━━━ Available data

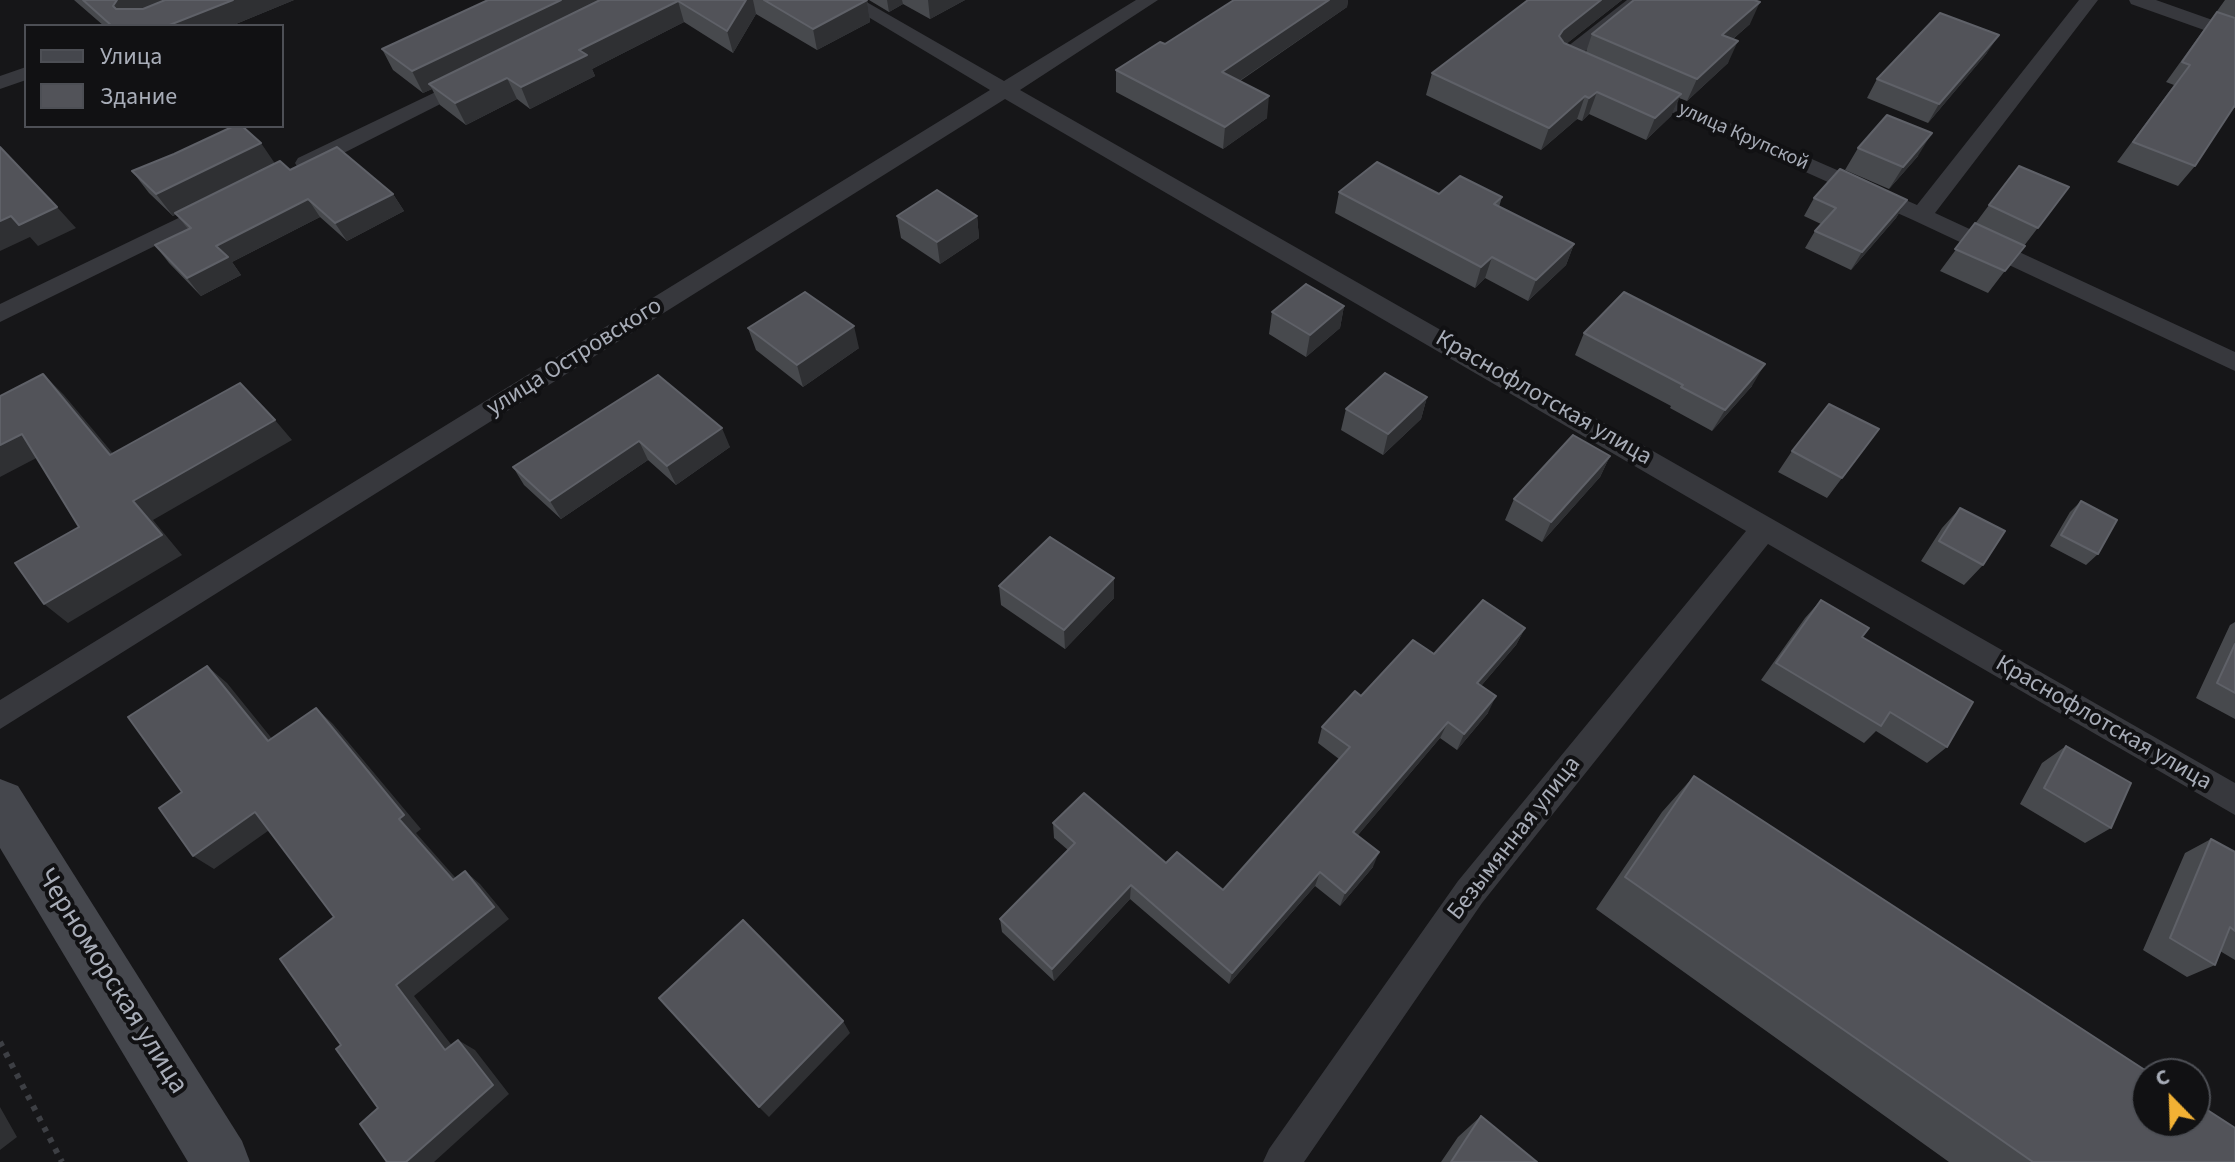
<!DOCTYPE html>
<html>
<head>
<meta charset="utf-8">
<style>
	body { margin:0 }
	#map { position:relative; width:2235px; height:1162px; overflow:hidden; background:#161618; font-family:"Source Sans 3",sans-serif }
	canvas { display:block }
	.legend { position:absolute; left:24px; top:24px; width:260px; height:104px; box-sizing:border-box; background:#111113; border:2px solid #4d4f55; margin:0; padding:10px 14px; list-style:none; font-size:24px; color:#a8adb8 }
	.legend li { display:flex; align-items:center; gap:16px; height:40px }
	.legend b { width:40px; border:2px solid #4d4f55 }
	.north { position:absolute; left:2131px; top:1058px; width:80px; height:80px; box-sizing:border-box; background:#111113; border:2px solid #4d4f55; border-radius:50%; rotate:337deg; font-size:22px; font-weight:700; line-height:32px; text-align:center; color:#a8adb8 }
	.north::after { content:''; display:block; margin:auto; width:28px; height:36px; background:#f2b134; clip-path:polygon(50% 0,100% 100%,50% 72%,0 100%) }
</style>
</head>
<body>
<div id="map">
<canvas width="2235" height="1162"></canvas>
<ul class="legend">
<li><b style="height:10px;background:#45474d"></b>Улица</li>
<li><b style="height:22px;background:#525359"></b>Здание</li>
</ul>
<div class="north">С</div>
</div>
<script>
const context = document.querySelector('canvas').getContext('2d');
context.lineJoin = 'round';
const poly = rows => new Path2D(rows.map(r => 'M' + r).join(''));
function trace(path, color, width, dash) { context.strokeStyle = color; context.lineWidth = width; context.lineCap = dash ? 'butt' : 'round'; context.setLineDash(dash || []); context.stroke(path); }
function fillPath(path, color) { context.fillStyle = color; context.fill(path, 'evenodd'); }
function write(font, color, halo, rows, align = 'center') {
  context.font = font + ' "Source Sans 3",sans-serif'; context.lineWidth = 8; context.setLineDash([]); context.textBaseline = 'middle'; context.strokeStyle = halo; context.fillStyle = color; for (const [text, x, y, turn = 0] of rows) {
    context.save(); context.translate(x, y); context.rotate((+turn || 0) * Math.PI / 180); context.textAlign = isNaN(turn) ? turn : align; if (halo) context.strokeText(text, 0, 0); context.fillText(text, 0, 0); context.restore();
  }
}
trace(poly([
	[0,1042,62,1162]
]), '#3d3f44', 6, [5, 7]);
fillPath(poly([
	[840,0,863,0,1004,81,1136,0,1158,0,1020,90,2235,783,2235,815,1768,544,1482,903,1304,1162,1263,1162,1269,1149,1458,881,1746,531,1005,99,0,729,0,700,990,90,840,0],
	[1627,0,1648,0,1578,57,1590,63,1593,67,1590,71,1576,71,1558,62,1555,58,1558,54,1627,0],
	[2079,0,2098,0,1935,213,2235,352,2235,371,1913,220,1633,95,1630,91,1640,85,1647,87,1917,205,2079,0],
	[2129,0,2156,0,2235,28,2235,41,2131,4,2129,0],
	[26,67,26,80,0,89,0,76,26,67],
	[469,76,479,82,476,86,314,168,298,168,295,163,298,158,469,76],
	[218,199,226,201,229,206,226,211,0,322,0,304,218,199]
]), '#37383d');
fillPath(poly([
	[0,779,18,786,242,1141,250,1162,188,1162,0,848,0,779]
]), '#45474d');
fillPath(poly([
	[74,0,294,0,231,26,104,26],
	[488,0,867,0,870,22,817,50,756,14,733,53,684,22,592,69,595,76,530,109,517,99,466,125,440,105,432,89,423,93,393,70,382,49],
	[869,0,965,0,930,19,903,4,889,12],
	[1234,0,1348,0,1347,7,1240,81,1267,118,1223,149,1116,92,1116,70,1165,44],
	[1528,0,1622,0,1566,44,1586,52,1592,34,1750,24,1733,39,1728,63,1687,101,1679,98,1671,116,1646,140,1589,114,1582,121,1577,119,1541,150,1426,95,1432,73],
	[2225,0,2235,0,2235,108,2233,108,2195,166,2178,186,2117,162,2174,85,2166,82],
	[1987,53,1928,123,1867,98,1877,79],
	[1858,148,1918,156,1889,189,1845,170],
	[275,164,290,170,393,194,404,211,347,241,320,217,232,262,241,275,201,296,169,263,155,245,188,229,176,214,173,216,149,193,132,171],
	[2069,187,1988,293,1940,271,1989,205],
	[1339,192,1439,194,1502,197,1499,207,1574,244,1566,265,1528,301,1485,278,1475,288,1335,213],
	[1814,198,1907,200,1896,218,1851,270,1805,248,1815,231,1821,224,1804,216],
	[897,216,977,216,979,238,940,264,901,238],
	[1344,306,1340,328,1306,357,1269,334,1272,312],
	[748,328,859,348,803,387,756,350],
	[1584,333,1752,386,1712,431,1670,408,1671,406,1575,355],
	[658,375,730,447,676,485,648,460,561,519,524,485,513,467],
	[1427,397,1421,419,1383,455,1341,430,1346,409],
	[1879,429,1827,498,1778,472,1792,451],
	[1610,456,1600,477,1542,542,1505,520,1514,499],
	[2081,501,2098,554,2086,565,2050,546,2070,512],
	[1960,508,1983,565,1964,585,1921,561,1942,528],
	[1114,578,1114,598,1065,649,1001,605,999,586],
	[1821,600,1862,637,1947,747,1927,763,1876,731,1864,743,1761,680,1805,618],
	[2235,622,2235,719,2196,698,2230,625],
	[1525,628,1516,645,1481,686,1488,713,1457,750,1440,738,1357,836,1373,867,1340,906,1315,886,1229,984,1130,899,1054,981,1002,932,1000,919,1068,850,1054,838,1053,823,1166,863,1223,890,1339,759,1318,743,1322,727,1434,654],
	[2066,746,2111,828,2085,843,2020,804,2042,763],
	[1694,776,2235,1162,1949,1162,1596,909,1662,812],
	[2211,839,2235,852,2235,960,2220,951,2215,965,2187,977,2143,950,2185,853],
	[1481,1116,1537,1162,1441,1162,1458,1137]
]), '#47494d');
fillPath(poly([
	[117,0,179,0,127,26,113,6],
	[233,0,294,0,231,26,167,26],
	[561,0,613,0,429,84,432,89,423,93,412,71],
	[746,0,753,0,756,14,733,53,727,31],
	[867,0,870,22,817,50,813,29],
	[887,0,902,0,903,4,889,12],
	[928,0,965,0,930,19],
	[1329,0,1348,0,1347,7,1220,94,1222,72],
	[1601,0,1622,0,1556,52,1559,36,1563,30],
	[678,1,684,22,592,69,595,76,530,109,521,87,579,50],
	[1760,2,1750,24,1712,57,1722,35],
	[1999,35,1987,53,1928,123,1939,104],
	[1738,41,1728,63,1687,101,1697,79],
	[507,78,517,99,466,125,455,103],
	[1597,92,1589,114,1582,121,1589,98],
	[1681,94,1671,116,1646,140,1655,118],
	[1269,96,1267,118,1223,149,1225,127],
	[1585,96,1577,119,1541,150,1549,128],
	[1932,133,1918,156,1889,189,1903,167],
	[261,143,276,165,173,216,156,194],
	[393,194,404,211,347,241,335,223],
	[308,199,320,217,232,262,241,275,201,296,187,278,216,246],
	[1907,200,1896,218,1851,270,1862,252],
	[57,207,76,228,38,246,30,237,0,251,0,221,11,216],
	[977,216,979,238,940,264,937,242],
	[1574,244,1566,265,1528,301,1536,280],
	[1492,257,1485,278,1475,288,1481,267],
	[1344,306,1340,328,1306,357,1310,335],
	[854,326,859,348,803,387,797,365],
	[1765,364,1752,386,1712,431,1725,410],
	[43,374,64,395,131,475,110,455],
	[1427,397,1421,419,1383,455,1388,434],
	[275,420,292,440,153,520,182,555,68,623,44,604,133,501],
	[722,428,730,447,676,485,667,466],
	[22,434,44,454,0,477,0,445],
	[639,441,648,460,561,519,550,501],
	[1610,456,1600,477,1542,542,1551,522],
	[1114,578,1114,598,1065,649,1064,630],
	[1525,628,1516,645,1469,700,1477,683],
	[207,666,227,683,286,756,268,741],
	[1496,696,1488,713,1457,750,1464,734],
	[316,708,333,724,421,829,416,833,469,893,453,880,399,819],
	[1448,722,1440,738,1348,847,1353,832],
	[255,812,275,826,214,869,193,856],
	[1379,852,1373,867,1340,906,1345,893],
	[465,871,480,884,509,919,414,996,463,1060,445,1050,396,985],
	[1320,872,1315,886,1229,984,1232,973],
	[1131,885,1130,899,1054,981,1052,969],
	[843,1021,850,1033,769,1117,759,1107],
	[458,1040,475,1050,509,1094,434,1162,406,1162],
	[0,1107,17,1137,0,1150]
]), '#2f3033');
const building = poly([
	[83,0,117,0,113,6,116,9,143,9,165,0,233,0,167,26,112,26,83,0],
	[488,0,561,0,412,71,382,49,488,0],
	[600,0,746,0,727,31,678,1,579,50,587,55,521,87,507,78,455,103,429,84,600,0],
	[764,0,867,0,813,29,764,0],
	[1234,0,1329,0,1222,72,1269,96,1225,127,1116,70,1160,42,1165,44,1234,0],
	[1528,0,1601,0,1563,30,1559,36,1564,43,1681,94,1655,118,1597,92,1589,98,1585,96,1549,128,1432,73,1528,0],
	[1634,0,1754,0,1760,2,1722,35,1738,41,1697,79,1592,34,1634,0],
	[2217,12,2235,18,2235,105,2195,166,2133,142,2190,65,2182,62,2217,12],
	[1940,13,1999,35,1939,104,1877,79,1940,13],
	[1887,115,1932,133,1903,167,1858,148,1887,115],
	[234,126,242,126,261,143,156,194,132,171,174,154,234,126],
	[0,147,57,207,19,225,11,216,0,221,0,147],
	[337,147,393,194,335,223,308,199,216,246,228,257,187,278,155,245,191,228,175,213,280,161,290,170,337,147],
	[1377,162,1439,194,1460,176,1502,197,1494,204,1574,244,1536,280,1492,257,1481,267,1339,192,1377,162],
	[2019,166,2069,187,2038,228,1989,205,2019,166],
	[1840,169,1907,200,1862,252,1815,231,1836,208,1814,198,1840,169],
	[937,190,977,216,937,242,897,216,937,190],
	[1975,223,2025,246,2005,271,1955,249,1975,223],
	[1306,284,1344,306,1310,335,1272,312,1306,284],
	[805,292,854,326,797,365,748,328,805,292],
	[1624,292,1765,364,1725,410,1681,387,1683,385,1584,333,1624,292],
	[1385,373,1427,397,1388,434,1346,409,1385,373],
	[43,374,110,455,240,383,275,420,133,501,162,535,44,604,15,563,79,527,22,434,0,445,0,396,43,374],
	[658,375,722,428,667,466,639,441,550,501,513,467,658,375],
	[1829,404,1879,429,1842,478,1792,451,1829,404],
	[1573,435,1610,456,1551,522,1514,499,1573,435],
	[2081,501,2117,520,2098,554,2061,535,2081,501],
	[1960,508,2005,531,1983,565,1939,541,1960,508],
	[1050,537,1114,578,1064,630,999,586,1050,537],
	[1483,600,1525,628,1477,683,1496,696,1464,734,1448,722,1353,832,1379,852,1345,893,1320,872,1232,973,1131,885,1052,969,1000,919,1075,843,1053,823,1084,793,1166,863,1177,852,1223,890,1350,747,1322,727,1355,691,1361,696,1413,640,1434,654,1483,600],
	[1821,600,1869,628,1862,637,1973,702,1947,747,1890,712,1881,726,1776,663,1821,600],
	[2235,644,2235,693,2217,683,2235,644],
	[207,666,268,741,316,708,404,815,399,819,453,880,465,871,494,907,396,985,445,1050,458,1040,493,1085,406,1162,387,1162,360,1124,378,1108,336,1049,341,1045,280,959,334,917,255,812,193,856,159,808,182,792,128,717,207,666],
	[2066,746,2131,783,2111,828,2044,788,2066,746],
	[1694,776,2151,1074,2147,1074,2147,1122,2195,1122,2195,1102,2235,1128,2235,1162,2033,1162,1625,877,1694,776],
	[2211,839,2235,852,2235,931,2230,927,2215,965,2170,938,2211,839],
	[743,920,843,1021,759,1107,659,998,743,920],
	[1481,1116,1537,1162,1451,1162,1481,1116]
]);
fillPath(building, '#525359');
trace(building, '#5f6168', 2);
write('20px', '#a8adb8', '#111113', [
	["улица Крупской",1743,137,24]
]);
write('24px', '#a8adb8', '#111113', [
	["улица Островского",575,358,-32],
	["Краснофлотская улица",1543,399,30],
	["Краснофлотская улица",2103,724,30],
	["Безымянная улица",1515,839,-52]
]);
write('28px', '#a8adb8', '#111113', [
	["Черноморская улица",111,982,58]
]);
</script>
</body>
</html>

━━━━━━

→ Work instruction: Look back at the data above. Transcribe exactly the lines starting at the line that contains "position:absolute; left:24px; top:24px;" and ending at the line that contains "display:flex; align-items:center; gap:16px;".

→ Written answer:
	.legend { position:absolute; left:24px; top:24px; width:260px; height:104px; box-sizing:border-box; background:#111113; border:2px solid #4d4f55; margin:0; padding:10px 14px; list-style:none; font-size:24px; color:#a8adb8 }
	.legend li { display:flex; align-items:center; gap:16px; height:40px }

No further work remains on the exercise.